Work request: Lines with the word "header" in them must be copied from the records below.

Materials provided:

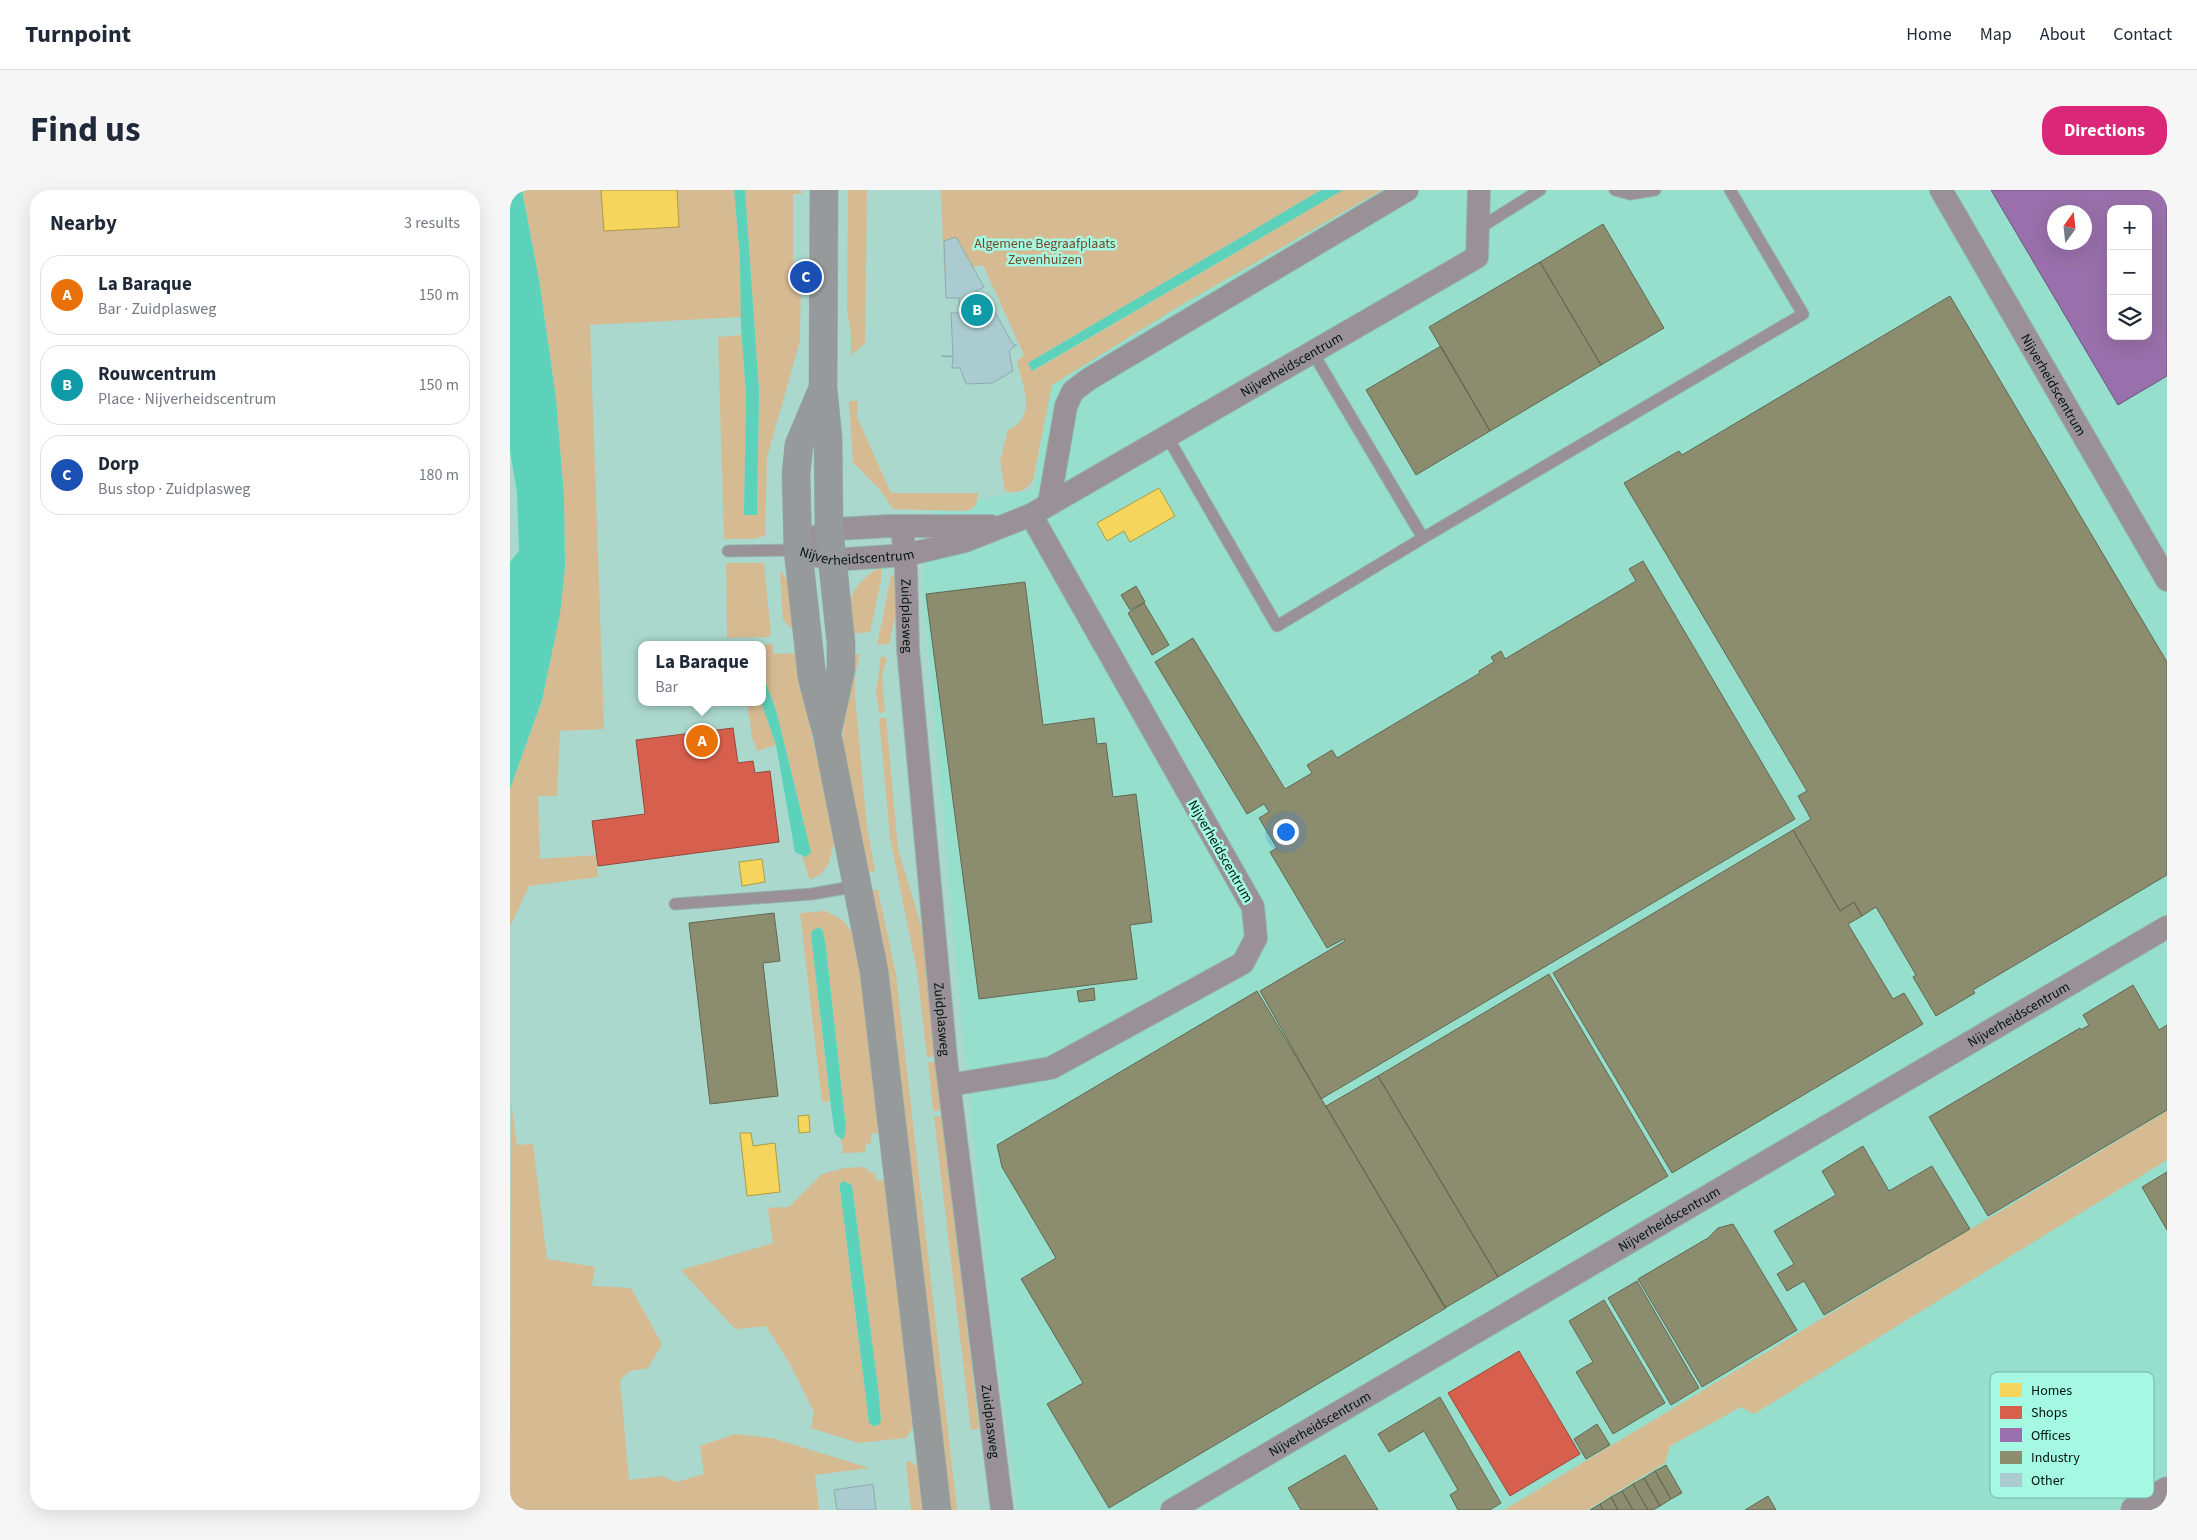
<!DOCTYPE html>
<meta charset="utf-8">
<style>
body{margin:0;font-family:"Source Sans 3",sans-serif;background:#f6f6f7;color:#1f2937}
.controls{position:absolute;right:15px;top:15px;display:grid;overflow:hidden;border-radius:10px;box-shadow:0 5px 20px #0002}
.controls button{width:45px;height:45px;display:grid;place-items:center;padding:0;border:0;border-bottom:1px solid #e0e1e3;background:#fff;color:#1f2937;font:25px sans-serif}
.compass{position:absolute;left:1537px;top:15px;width:45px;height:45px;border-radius:50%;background:#fff;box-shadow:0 5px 20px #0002;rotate:15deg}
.you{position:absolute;left:775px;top:641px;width:18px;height:18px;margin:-12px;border:4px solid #fff;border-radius:50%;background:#1a73e8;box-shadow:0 0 0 8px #1a73e833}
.badge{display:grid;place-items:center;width:32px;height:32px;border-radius:50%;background:#db2777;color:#fff;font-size:16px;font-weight:700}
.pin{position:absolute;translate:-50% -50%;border:2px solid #fff;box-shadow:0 1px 5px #0006}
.popup{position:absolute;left:128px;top:451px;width:128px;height:65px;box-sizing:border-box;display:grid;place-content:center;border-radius:10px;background:#fff;filter:drop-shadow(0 1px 4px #0005);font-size:16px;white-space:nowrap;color:#747a83}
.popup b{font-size:19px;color:#1f2937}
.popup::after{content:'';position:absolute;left:50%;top:100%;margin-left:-10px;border:10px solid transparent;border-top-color:#fff}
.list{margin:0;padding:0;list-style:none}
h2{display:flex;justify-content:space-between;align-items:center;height:65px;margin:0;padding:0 20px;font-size:21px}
h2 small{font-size:16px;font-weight:400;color:#747a83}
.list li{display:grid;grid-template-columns:32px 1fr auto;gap:15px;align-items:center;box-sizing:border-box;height:80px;margin:0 10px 10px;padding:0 10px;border:1px solid #e0e1e3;border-radius:20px}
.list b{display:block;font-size:19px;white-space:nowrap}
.list p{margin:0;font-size:16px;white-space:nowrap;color:#747a83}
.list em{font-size:16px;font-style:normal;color:#747a83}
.icon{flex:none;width:28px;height:28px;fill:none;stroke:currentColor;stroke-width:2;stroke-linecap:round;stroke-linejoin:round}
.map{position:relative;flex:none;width:1657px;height:1320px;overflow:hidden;border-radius:20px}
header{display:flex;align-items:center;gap:30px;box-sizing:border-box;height:70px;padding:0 25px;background:#fff;border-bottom:1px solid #e0e1e3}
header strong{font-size:24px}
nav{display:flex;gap:28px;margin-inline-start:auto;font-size:18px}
.intro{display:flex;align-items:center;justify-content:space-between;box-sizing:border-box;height:120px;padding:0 30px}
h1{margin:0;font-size:35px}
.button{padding:12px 22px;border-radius:20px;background:#db2777;color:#fff;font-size:18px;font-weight:700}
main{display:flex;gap:30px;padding:0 30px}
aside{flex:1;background:#fff;border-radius:20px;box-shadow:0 5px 20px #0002}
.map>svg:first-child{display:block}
.built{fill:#96dfcc;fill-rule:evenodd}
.green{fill:#d6ba92;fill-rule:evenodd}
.water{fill:#5dd2bb}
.homes{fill:#f6d55c;stroke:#ac9b45}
.shops{fill:#d6604d;stroke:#964a3b}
.offices{fill:#9970ab;stroke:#6b557c;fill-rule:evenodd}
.industry{fill:#8c8c6e;stroke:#626852}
.building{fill:#aaccd0;stroke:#8bacae}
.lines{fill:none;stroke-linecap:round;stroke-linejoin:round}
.service-casing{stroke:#93b5ad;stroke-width:13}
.minor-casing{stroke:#93b5ad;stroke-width:24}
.tertiary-casing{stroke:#93b5ad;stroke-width:29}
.secondary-casing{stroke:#93b5ad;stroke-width:29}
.service{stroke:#9a9196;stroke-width:11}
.minor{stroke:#9a9196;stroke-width:22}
.tertiary{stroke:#9a9196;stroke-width:28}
.secondary{stroke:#979a9b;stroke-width:28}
.labels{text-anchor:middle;stroke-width:5;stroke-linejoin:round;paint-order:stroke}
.park-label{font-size:14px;fill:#754927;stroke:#a5f9e3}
.street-label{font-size:14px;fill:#001510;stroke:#a5f9e3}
.key{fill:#a5f9e3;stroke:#73b5a4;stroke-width:1}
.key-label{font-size:14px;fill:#001510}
</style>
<header>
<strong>Turnpoint</strong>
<nav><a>Home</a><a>Map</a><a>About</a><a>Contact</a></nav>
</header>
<div class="intro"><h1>Find us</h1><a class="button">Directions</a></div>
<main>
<aside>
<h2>Nearby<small>3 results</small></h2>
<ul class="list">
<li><span class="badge" style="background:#e8710a">A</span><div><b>La Baraque</b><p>Bar · Zuidplasweg</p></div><em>150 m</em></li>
<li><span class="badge" style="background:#0f9aa8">B</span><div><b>Rouwcentrum</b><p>Place · Nijverheidscentrum</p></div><em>150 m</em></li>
<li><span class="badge" style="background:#1a4fb4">C</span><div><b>Dorp</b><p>Bus stop · Zuidplasweg</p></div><em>180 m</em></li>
</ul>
</aside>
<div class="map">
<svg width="1657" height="1320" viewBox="0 0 1657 1320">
<rect width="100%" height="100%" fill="#abd8cd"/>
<!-- built -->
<path class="built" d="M843,0H1657V1320H508L481,1122L450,814L412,395L423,318L524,300L541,189ZM1601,19H1638V146H1601ZM1544,22H1574V52H1544Z"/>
<!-- green -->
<path class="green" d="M12,0H224L230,67L231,127L80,135L94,539L50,541L47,606H28L30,669L86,665L88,687L19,696L0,737V599L32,510L55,378L54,307L46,208L29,90Z
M235,0H291L292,4H283V88H291L290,151L257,267L255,346L242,349H214L208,147L232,145L236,204L234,325H247L249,201Z
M338,0H357L355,153L341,165V144L337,120Z
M431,0H811L518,173L523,181L833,0H872L668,117L542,195L523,290C517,301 507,304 495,301L490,271L498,240C529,226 512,196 507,171L514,165L473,75L434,83Z
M339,211H348L347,227L381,303H468C467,313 466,320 454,321L383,319L371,301L343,272Z
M216,373H254L261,445L257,447L217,448Z
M369,378H371V391L360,442L337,444C339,411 338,397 369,378Z
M271,381L282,397L287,439H282L273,430L270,383Z
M383,385H387L389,410L379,454L367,455L381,386Z
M263,454V464L292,463L299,532L325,650L318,675L311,684L300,690L292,666L296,667L301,662L266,520L252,483V455Z
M350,464L345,486V506L357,637L365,681L359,682L357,679L332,555L337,505L339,465Z
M371,466L377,468L372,486L375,522L369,523L366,502Z
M237,512H251L266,555L247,561L242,547Z
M369,528H376L388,659L412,739L426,866L417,867L407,781L380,648Z
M363,700H368L386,785L447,1320H440L378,785L361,704Z
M316,721L332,730L344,744L350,780L369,943L361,944V953L356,954L355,962L333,963L331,949L334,948L336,938L316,758L313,741L303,740L301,745L320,911L312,912L290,723Z
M426,872L431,920L423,921L418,873Z
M1,912L7,955L23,954L37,1069L85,1077L82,1096L121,1098L152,1154L138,1178L120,1181L110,1190L119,1290L151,1286L167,1292L194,1284L190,1256L225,1244L262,1248L359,1278L305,1285L309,1320H0Z
M1657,921V970L1244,1224L1231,1217L1160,1256L1155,1273L1077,1320H994Z
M432,926L469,1239L461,1240L424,927Z
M355,977L360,983H365L366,991L375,990L403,1237L396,1248L349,1253L301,1238L304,1222L280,1174L256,1136L225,1139L171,1080L263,1053L258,1018L279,1017L312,984L335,978ZM337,992L342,995L369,1206L371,1230L364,1236L359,1233L330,998V994Z
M400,1271L408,1277L413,1320H401L396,1272Z"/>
<!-- water -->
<path class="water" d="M0,0H12L29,90L46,208L54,307L55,378L50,424L32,510L0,599V372L9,361L7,302L0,261Z
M224,0H235L249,201L247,325H234L236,204L231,136L230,67Z
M811,0H833L522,181L518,173Z
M252,483L266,520L301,662L296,667L285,662L266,555L251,512Z
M309,737L313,741L316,758L336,938L334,948L331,949L325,944L321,917L301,745L303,740Z
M333,991L342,995L369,1206L371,1230L369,1235L363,1236L359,1233L330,998V994Z"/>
<!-- homes -->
<path class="homes" d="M91,0H167L169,37L94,41Z
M649,298L665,326L620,352L614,341L597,351L587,333Z
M252,669L255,692L232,696L229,672Z
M299,925L300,942L289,943L288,926Z
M230,943H241L243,956L265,953L270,1002L237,1006Z"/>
<!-- shops -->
<path class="shops" d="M223,538L228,573L243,571L245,583L260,581L269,652L88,676L82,631L135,624L126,550Z
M1009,1161L1070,1264L1000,1306L938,1203Z"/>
<!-- offices -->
<path class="offices" d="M1481,0H1657V186L1608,215ZM1601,19H1638V146H1601ZM1544,22H1574V52H1544Z"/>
<!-- industry -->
<path class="industry" d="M1093,34L1154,138L1091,175L1030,72Z
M1030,72L1091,175L980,241L919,137Z
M1440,106L1657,472V685L1463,800L1465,803L1426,826L1403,787L1406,785L1366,717L1352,726L1344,712L1330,721L1283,640L1301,629L1288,606L1297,601L1114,293L1169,261L1172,265Z
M931,156L980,241L906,285L856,200Z
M1133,371L1285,629L811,909L750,801L835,751L834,749L817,758L760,662L767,658L749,628L759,622L754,614L737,624L645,472L683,448L775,599L802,583L797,575L822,560L827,568L970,483L969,481L984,472L981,467L991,461L995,469L1126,391L1119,379Z
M515,392L533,535L584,528L587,554L596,553L603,607L626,604L642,732L620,735L627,789L469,809L416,404Z
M626,396L635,412L620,420L611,405Z
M634,413L659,455L642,465L618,423Z
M1283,640L1330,721L1344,712L1352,726L1338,734L1383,809L1394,803L1413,834L1162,983L1043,783Z
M264,723L270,771L253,773L268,906L200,914L179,733Z
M1039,784L1158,986L988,1087L868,886Z
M1623,795L1649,840L1657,835V920L1478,1026L1419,927L1570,838L1571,840L1579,835L1573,825Z
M584,798L585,810L569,812L567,801Z
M747,801L936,1118L599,1318L537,1214L573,1193L511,1089L546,1068L492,977L487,955Z
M868,886L988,1087L935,1118L816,916Z
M1353,956L1379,1001L1422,976L1460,1039L1314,1125L1294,1091L1277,1101L1267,1084L1284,1074L1264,1041L1326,1005L1312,981Z
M1657,982V1040L1632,997Z
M1223,1034L1287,1140L1192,1197L1128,1089L1198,1048L1208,1038Z
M1127,1091L1189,1198L1161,1215L1098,1108Z
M1094,1110L1155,1213L1103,1244L1066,1182L1083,1172L1059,1131Z
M930,1207L991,1313L980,1320H948L940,1305L948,1300L914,1241L879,1262L868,1244Z
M1087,1234L1100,1255L1076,1269L1064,1249Z
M835,1265L868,1320H791L778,1298Z
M1156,1275L1172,1303L1161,1309L1145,1281Z
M1145,1281L1161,1309L1150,1316L1134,1288Z
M1134,1288L1150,1316L1143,1320H1138L1123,1294Z
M1123,1294L1138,1320H1123L1112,1301Z
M1112,1301L1123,1320H1108L1101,1307Z
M1258,1306L1266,1320H1235Z
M1101,1307L1108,1320H1093L1090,1314Z
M1090,1314L1093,1320H1080Z"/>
<!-- building -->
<path class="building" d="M446,47L474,97L462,104L470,117L479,112L504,156L507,154L499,161L503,181L482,193L456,194L450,178H442L443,167L431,166H443L441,123H450L449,108H436L434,51Z
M363,1294L366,1320H327L324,1300Z"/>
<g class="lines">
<defs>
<path id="service" d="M1105,0L1120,4L1145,0
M968,39L1030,0
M803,163L913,348L1293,124L1220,0
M658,248L767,436L913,348
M218,361L288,360
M165,714L302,704L347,696"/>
<g id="minor">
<path id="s1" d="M1431,0L1657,390"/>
<path d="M539,314L556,216L563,201L579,189L897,0"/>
<path id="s2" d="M392,336L396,379L398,459L436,869L492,1320"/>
<path d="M305,348L319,339H327L379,336H481"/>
<path id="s3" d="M288,360L322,370L396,365L455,351L521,325L967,67L969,0"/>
<path d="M440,895L541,878L733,773L746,748L743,717L521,325"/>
<path id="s4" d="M662,1320L1657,737"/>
</g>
<path id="tertiary" d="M1625,1320L1657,1301"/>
<path id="secondary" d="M314,0L313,198L318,248L319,339L331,453V479L318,539
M313,198L289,255L286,284L288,360L302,487L317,544L364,781L427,1320"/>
</defs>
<!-- service casing -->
<use href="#service" class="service-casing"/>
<!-- minor casing -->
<use href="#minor" class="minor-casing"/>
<!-- tertiary casing -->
<use href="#tertiary" class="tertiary-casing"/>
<!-- secondary casing -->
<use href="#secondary" class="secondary-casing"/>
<!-- service -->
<use href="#service" class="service"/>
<!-- minor -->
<use href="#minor" class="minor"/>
<!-- tertiary -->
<use href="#tertiary" class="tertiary"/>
<!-- secondary -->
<use href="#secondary" class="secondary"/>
</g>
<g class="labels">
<!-- park labels -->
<g class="park-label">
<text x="535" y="58">Algemene Begraafplaats<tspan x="535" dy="16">Zevenhuizen</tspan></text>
</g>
<!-- street labels -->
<g class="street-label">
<text dy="5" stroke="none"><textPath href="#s3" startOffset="542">Nijverheidscentrum</textPath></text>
<text dy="5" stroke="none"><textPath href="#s1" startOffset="225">Nijverheidscentrum</textPath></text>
<text dy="5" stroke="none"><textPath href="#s3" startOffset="60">Nijverheidscentrum</textPath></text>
<text dy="5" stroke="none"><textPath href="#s2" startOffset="90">Zuidplasweg</textPath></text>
<text transform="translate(711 661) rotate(60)" y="5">Nijverheidscentrum</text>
<text dy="5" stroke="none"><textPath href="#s4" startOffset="981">Nijverheidscentrum</textPath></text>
<text dy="5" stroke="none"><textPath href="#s2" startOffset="495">Zuidplasweg</textPath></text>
<text dy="5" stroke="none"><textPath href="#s4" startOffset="576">Nijverheidscentrum</textPath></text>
<text dy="5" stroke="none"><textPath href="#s2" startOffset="900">Zuidplasweg</textPath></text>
<text dy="5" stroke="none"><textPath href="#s4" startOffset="171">Nijverheidscentrum</textPath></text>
</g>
</g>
<!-- legend -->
<rect x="1480" y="1182" width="164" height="126" rx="8" class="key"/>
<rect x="1490" y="1193" width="22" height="14" fill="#f6d55c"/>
<rect x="1490" y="1216" width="22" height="13" fill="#d6604d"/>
<rect x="1490" y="1238" width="22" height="14" fill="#9970ab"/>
<rect x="1490" y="1261" width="22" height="13" fill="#8c8c6e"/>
<rect x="1490" y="1283" width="22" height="14" fill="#aaccd0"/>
<g class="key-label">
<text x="1521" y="1205">Homes</text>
<text x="1521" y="1227">Shops</text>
<text x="1521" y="1250">Offices</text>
<text x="1521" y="1272">Industry</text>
<text x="1521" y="1295">Other</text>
</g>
</svg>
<div class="controls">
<button>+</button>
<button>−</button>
<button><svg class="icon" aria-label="layers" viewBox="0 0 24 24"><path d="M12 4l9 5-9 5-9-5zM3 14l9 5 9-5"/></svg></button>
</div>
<svg class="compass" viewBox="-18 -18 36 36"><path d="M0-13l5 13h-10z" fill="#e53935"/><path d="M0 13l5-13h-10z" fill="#747a83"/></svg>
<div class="you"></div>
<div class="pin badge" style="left:192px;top:551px;background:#e8710a">A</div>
<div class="popup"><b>La Baraque</b>Bar</div>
<div class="pin badge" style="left:467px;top:120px;background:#0f9aa8">B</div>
<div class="pin badge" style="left:296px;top:87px;background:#1a4fb4">C</div>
</div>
</main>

Response area:
header{display:flex;align-items:center;gap:30px;box-sizing:border-box;height:70px;padding:0 25px;background:#fff;border-bottom:1px solid #e0e1e3}
header strong{font-size:24px}
<header>
</header>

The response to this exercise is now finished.